Hello...Well, I haven't really introduced myself, and blogging is actually really new to me. I don't really think I'm the blogger type, but we'll see if that changes. I initially started it because I wanted to blog about how my life changed when I found out I was undocumented, but I'm not sure if I'm ready to do that yet. The memories of finding out, and the pain is still so fresh, and I'm only still trying to find healing, and trying to make sense of the world.
But I'm keeping this blog to keep up with other DREAMers, because it's the only way I am finding healing, and actually feeling a community that I don't have to hide from. I hate lies, and I feel like I'm lying to everyone about my status. How do I explain that I don't drive? That I don't work? That I don't go to school? I honestly don't know what to say, and that in itself feels like a lie. I just want to tell people the truth, and speak out about this injustice, but I know I can't readily do that with all of my friends. Only a few know about this. To all DREAMers who blog, I thank you, because we don't know each other, but you are helping me heal, and helping others heal, and to me, that fact is amazing. It's cool to think about how we are all helping each other. Also, I am trying to document my philosophy and optimism, and fighting to keep it at this difficult time. Because when I was gradually coming to the realization that I was undocumented, I realized that I was going bitter, and that's just not me. I am not hot-tempered, and people don't easily stress me out. I like people. I like interacting with different personalities, and getting to know people. I think people are what make the world so great. But I have realized that ever since I found out I was undocumented, I have some anger inside me, and I am trying to be really careful in not directing it towards anyone, but that's not always the case. I'm hoping, this blog will somehow help me deal with this anger and find healthy outlets for it.
It feels like everything I've ever believed in is suddenly challenged. Suddenly, I'm thinking if there really is more good people than bad. I still believe this is so, and I will always believe this, because I've had a lot of good people in my life, and I have seen people do great things for people. I just don't want to let the word undocumented ruin my life, because I love life. And I need to remind myself of this. No matter how unwhole I feel sometimes, I have to have faith in people, because a lot of people work for humanity, and I must give them credit, and not let the bad corrupt my mind.

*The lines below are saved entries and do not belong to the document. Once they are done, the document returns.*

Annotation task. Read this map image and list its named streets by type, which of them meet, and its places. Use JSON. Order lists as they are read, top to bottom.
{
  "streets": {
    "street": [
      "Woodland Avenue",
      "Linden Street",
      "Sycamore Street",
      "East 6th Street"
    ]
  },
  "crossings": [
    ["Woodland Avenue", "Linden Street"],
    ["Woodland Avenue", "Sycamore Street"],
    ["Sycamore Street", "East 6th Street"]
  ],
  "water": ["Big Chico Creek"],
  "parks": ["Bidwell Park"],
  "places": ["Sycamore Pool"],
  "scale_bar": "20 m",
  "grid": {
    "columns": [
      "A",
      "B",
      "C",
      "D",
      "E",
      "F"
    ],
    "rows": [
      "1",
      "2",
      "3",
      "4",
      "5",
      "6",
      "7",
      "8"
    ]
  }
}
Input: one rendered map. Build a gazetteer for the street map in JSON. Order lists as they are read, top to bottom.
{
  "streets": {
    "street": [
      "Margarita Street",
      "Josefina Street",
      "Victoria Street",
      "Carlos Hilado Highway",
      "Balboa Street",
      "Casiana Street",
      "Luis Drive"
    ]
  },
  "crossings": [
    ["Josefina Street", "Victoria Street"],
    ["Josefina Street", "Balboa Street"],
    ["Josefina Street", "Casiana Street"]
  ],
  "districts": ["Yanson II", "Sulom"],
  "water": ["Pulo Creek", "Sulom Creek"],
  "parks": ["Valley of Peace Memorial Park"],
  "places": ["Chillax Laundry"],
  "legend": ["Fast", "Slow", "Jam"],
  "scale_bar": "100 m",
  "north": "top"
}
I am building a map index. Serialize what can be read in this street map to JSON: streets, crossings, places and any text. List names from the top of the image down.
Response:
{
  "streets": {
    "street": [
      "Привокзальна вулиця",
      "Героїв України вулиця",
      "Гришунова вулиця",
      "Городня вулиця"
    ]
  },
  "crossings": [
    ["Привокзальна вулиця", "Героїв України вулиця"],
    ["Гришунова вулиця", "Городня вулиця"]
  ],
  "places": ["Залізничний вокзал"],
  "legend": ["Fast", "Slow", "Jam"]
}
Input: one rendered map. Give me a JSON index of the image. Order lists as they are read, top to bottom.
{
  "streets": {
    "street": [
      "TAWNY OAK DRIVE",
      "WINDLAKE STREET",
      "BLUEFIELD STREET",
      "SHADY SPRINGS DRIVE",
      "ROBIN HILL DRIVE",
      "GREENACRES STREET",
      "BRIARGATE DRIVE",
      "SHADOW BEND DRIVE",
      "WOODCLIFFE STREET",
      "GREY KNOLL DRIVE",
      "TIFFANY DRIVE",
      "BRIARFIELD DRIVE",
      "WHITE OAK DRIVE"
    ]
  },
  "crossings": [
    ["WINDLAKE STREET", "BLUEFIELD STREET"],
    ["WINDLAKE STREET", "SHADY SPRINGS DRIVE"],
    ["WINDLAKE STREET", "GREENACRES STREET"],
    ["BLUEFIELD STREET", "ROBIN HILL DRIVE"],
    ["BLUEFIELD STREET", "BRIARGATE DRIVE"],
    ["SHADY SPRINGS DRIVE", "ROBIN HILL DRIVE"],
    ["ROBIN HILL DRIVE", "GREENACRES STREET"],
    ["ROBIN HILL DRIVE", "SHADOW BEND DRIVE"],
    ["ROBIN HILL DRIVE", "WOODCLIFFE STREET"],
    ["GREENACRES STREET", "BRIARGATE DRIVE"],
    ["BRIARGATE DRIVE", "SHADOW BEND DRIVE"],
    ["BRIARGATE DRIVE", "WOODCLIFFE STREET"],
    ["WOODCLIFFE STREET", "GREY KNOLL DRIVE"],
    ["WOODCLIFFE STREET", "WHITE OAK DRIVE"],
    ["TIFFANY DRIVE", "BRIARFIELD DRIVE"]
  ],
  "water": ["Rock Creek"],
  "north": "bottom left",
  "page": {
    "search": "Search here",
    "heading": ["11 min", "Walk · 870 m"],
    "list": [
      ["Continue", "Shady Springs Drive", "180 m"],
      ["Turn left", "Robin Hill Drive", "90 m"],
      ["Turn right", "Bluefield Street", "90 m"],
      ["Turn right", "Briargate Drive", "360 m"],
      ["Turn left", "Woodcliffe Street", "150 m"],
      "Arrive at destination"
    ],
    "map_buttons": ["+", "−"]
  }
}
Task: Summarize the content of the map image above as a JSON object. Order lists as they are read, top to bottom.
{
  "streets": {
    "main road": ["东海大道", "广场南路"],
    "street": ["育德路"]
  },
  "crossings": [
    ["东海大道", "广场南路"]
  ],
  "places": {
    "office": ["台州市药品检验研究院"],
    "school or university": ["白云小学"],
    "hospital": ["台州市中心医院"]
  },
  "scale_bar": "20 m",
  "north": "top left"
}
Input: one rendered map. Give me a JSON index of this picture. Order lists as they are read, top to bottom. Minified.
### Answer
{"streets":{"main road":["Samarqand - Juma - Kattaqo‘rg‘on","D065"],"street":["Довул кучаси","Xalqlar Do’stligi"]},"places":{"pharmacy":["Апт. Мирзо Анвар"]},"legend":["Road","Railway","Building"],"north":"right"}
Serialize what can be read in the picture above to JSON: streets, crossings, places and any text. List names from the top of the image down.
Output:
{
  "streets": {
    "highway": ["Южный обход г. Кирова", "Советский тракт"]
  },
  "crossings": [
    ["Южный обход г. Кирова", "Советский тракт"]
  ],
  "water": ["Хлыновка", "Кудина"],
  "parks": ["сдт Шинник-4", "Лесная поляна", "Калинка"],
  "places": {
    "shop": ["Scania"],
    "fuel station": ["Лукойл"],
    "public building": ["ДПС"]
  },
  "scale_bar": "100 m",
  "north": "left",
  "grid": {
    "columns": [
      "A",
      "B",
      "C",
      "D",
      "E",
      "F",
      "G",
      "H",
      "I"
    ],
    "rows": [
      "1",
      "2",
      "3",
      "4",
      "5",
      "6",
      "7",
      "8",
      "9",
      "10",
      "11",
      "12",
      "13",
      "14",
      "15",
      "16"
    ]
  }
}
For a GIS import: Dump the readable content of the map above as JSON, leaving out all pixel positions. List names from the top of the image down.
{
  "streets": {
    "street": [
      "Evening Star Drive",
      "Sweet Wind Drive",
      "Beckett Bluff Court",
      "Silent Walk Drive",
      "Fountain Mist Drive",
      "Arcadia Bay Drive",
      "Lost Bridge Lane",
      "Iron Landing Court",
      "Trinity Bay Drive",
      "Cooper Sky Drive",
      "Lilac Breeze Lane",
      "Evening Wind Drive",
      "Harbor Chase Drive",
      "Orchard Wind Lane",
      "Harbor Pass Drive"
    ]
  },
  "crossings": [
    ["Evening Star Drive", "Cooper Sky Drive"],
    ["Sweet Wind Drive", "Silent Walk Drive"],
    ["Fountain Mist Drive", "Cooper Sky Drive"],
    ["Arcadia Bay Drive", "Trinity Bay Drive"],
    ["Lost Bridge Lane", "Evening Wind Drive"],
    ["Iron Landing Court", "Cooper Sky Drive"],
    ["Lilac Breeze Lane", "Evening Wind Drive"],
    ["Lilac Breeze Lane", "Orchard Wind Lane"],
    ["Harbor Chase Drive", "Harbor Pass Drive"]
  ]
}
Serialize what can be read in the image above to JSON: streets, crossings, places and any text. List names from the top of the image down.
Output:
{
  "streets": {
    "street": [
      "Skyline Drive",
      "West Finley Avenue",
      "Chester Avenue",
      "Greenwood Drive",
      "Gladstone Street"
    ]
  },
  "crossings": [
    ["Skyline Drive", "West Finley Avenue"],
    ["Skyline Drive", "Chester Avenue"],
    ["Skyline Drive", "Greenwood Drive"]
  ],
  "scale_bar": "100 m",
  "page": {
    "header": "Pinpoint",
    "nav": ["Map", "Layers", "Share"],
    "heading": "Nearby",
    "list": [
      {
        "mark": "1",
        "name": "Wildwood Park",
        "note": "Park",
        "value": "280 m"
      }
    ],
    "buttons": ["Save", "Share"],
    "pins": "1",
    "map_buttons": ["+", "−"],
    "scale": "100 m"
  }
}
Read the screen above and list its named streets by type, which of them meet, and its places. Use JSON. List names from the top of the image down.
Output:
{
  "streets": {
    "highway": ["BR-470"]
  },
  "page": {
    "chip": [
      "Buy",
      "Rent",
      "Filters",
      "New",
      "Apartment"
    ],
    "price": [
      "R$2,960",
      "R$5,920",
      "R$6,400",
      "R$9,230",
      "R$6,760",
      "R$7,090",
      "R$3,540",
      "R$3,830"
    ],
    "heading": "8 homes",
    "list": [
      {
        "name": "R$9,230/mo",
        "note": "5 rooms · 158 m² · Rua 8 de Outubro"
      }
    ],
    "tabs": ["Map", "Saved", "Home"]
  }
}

Just a little about me: I am....well, I'm not really sure how to describe myself. But I guess you could say that I've always been a dreamer and an idealist. I'm easily fascinated, and hardly ever bored. Seeing flowers make me happy. I'm just that type of person who can have a day brightened by something as small as seeing flowers, thinking about my wonderful friends, thinking of the good in people, eating ice cream, basically, anything I like can make me happy. I like to spend time with people and socialize, but I also like to spend lots of time in solitude. Especially in a scenic place. I get an uplifting emotion every time I'm surrounded by nature. It's very relaxing to me. I spend a lot of time thinking and reflecting too. Self-reflection is important to me, and I really like it. I'm not really sure if this is a blessing or a curse, though, because I sometimes find myself analyzing every little detail, and scrutinizing it even when I find no answers. It can be very annoying, and I don't know why I do that, but I think self-reflection really teaches me to be honest with myself, and that is the most important thing --to create peace within myself, and I get answers to my life motives that way, so it's as much as an amazing experience as a cursed. I am a very introverted type of person, and I am not used to letting the whole world see my thoughts, like what I'm doing right now. Since the seventh grade, I have kept a journal written in code (that I created), because I have always been the type to keep everything to myself. This has changed since I found out I was undocumented, and now I'm realizing that these emotions can't be kept to myself. I have never exposed myself so much before to people, but now's the time to do it, because I have a lot to learn from people.
So, I hope this blog will accomplish these, and maybe, as I get more comfortable, I will be able to write more about my experiences. Thanks for sharing your stories again, DREAMers.